Close to 5% of the 1,400 firms surveyed for the study say they expect to close this year. The figure is at an all-time high for the study, which launched in the wake of the financial crash, and is more than double that recorded at the same point 12 months ago. There are 5.9 million small firms across the UK according to the Department for Business, Energy and Industrial Strategy (BEIS).
The UK SBI stands at -49.3, down 27 points year-on-year. The reading is the second-lowest in SBI history, second only to that recorded in March 2020. The vast majority of those surveyed (73%) expect their performance to worsen over the next three months.
Close to a quarter (23%) of small firms in the UK have decreased the number of people they employ over the last quarter, up from 13% at the beginning of last year. One in seven (14%) say they’ll be forced to cut numbers over the next three months.
The proportion of small businesses forecasting a reduction in profitability for the coming quarter has spiralled over the past year, rising from 38% to 58%. The figure is at an all-time high.
Almost half (49%) of UK exporters expect international sales to drop this quarter, up from 33% at this time last year.
FSB Wales Policy Chair, Ben Francis, said:
“The worrying results in this survey make clear the need for Welsh and UK Government to step up their efforts to support small firms or risk losing thousands of great, ultimately viable small businesses, at huge cost to local communities and individual livelihoods.
“Company directors, those in supply chains, and those without commercial premises are still largely being left out of support. FSB has called on the UK Government to institute a Directors Income Support Scheme in order to help these business owners who have spent the last 10 months falling through the gaps of business support.
“In Wales, the business support landscape – though having introduced several welcome interventions for businesses – has become increasingly muddy and difficult to navigate.

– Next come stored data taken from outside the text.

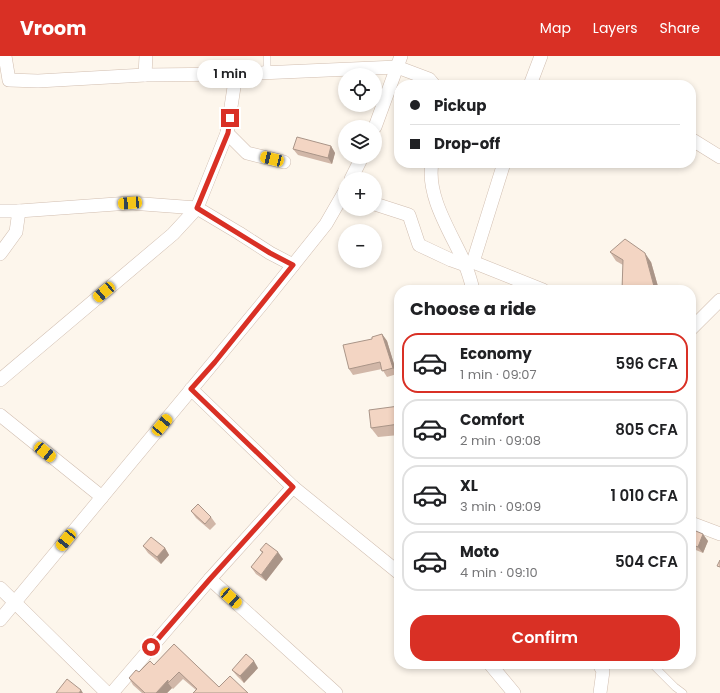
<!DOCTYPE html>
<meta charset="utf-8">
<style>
body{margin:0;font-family:Poppins,sans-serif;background:#f6f6f6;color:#202124;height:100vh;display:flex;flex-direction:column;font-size:15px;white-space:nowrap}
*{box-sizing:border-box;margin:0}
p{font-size:13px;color:#757577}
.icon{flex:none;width:22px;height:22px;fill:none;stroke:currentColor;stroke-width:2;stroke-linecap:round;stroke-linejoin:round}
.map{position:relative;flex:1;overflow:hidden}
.panel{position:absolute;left:394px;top:229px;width:302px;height:384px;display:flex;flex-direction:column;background:#fff;border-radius:16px;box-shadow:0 2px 6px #0003}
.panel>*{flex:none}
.guide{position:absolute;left:394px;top:24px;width:302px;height:88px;border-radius:16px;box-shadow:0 2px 6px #0003;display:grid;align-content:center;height:88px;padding:0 16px;background:#fff}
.tools{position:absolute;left:338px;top:12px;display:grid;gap:8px}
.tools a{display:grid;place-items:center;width:44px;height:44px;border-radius:50%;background:#fff;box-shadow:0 2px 6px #0003;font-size:20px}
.end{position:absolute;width:18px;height:18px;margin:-9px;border:5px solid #d93025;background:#fff;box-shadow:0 0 0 2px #fff}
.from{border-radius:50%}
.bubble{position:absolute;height:28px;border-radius:14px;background:#fff;box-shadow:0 2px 6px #0003;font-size:13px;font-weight:600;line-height:28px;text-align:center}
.car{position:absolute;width:12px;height:24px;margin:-12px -6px;border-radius:5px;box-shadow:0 0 3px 1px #0007;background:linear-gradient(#f5c518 24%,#345 0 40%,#f5c518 0 76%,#345 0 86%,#f5c518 0)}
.guide b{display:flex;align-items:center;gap:14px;height:38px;font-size:15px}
.guide b+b{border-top:1px solid #e0e0e0}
.guide i{width:10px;height:10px;background:#202124}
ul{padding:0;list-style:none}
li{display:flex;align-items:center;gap:12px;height:60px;margin:0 8px 6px;padding:0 8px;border:2px solid #e0e0e0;border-radius:16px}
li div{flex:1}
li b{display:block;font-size:15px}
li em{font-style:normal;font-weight:600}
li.active{border-color:#d93025}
li>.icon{width:36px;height:36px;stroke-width:1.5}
h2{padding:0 16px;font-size:18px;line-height:48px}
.primary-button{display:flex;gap:8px;margin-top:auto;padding:8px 16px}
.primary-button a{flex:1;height:46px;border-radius:16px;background:#d93025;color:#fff;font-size:16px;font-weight:600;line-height:46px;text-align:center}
header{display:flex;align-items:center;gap:24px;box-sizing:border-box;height:56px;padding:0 20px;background:#d93025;color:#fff}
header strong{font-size:19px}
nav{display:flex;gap:22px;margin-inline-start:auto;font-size:14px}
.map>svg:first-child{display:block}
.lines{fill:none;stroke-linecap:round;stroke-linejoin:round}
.lane-casing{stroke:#d1beb0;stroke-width:8}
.street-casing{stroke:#d1beb0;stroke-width:14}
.lane{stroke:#fff;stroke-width:7}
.street{stroke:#fff;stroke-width:13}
.wall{fill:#d1b7a8}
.shaded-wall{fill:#aa9588}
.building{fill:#f3d5c3;stroke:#aa9588}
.route{stroke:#d93025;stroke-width:5}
</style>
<header>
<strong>Vroom</strong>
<nav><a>Map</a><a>Layers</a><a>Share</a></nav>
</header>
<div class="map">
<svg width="720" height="637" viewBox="0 0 720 637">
<rect width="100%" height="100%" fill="#fdf6ec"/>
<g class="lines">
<!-- lane casing -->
<g class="lane-casing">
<g id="lane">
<path d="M267,0V16"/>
<path d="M652,608L675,631L683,637"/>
</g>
</g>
<!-- street casing -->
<g class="street-casing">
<g id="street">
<path d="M5,0L9,24L38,25L145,19L236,18L397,11L429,23L434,29"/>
<path d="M145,19L146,0"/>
<path d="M530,29L541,0"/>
<path d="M375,71L401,0"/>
<path d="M227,77L247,97L284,106"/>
<path d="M691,83L720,101"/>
<path d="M432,107C426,141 452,178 465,208C468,216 471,225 473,234"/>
<path d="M351,123L362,101"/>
<path d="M375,148L409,159L419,189L451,204L465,209L473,206L543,234"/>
<path d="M0,155H19L130,147L197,152L239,177L270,197L293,209"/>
<path d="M0,198L16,176L19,155"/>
<path d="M473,206L504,107"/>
<path d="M691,273L720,244"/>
<path d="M0,324L173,178L197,152L227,77L236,18"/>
<path d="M191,333L293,431L399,517"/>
<path d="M0,359L102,441"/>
<path d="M691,467L720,478"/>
<path d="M210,523L336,637"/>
<path d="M0,532L107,637"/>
<path d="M0,564L262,248L326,168L345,135"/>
<path d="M490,608L514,637"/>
<path d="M599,608L603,615L600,637"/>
<path d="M112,637L210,523L293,431"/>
</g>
</g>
<!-- lane -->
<use href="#lane" class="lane"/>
<!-- street -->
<use href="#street" class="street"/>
</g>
<!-- wall -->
<g class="wall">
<path d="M331,90L335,97L332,108L298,99L293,93Z"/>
<path d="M610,196L651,206L659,234H622L623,209L616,205Z"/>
<path d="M382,278L387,285L397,318L387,321L382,313L353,319L349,313L372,283Z"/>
<path d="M399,350V379L378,381L371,372Z"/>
<path d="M191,455L211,461L216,468L210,474L196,462Z"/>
<path d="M691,473L708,485L703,497L691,492Z"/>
<path d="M143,490L165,492L169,499L161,508L148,497Z"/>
<path d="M260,494L283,503L266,525L256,518L251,511L262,497Z"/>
<path d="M174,588L219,631L248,637L196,634L183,623L173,633L172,632L167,637H142L133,629L129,622L139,616L154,609Z"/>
<path d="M258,612L244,627L237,620L232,614Z"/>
</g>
<!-- shaded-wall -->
<g class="shaded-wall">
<path d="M331,90L335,97L332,108L328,102Z"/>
<path d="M645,197L651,206L659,234H655Z"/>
<path d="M382,278L387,285L397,318L393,312Z"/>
<path d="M703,478L708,485L703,497L698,491Z"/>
<path d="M165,492L169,499L161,508L157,501Z"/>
<path d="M278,496L283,503L266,525L261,519Z"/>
<path d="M254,605L258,612L244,627L240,620Z"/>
<path d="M168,624V627L172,632L167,637H156Z"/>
<path d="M81,634L83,637H79Z"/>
</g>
<!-- building -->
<g class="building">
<path d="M297,81L331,90L328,102L293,93Z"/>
<path d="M625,183L645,197L655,234H646L645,233L641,234H622L623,204L610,196Z"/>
<path d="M382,278L393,312L382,315L380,306L349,313L343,289L372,283V281Z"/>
<path d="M399,350V368L371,372L369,354Z"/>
<path d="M198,448L211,461L205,468L191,455Z"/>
<path d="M691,473L703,478L698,491L691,488Z"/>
<path d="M151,481L165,492L157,501L143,490Z"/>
<path d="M266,487L278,496L261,519L251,511L263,496L260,494Z"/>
<path d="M720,504V511L717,510Z"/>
<path d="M174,588L219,631L230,620L248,637H193L197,633L179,616L168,627V624L156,637H145L129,622L136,614L139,616L150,605L154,609Z"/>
<path d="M246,598L254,605L240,620L232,614Z"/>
<path d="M67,623L81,634L79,637H56Z"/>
</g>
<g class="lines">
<!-- route -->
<path class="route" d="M151,591L210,523L293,431L191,333L215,306L293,209L270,197L197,152L228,77L230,62"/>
</g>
</svg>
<div class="tools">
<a><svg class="icon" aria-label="locate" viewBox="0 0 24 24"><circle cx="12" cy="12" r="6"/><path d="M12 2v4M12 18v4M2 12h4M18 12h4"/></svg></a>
<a><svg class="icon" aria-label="layers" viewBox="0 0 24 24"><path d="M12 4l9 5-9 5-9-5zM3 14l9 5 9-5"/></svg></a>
<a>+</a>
<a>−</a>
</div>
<i class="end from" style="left:151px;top:591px"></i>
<i class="end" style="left:230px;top:62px"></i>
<div class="bubble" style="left:197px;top:4px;width:66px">1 min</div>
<i class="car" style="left:272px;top:103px;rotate:284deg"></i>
<i class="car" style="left:130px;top:147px;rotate:266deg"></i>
<i class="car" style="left:104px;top:236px;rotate:230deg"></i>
<i class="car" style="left:162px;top:369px;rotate:40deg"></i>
<i class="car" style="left:45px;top:396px;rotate:129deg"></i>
<i class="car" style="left:66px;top:484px;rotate:219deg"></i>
<i class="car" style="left:231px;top:542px;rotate:132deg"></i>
<div class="guide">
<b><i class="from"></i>Pickup</b>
<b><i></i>Drop-off</b>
</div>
<section class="panel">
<h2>Choose a ride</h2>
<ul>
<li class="active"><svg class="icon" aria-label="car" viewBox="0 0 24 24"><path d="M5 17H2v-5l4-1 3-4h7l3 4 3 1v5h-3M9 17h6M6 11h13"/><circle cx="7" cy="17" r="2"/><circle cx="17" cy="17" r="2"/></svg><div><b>Economy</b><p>1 min · 09:07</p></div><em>596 CFA</em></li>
<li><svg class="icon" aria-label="car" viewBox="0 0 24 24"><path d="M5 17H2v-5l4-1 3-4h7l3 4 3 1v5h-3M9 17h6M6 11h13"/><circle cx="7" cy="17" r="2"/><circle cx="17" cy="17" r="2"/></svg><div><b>Comfort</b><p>2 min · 09:08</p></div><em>805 CFA</em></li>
<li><svg class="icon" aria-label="car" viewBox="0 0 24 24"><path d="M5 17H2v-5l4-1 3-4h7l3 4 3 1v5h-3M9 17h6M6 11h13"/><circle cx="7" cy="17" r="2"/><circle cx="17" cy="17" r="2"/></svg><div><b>XL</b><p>3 min · 09:09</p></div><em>1 010 CFA</em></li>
<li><svg class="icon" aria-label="car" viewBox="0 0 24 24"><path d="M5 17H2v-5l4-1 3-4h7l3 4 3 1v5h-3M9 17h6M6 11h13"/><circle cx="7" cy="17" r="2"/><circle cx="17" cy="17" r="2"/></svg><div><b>Moto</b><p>4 min · 09:10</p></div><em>504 CFA</em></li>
</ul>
<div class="primary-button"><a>Confirm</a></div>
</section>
</div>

“FSB Wales has called for Welsh Government to commit to fixed levels of funding attached to Alert Levels, which should be automatically paid for every 4 weeks that a business is subject to that Alert Level. This would provide businesses with some certainty that they can rely on a payment every four weeks in order to help them pay their bills whilst they are subject to significant restrictions or closure. Funding should be easy to access and apply for, and paid swiftly in order for money to reach the places where it will make a significant difference.
“On top of this, our exporters are trying to get across what a new EU-UK trade agreement means for them without the cash they need to make adjustments. Direct funding from UK Government to help them manage new obligations in the form of transition vouchers is urgently needed.
“UK and Welsh Governments can stem losses and protect the businesses of the future. But only if they act now.”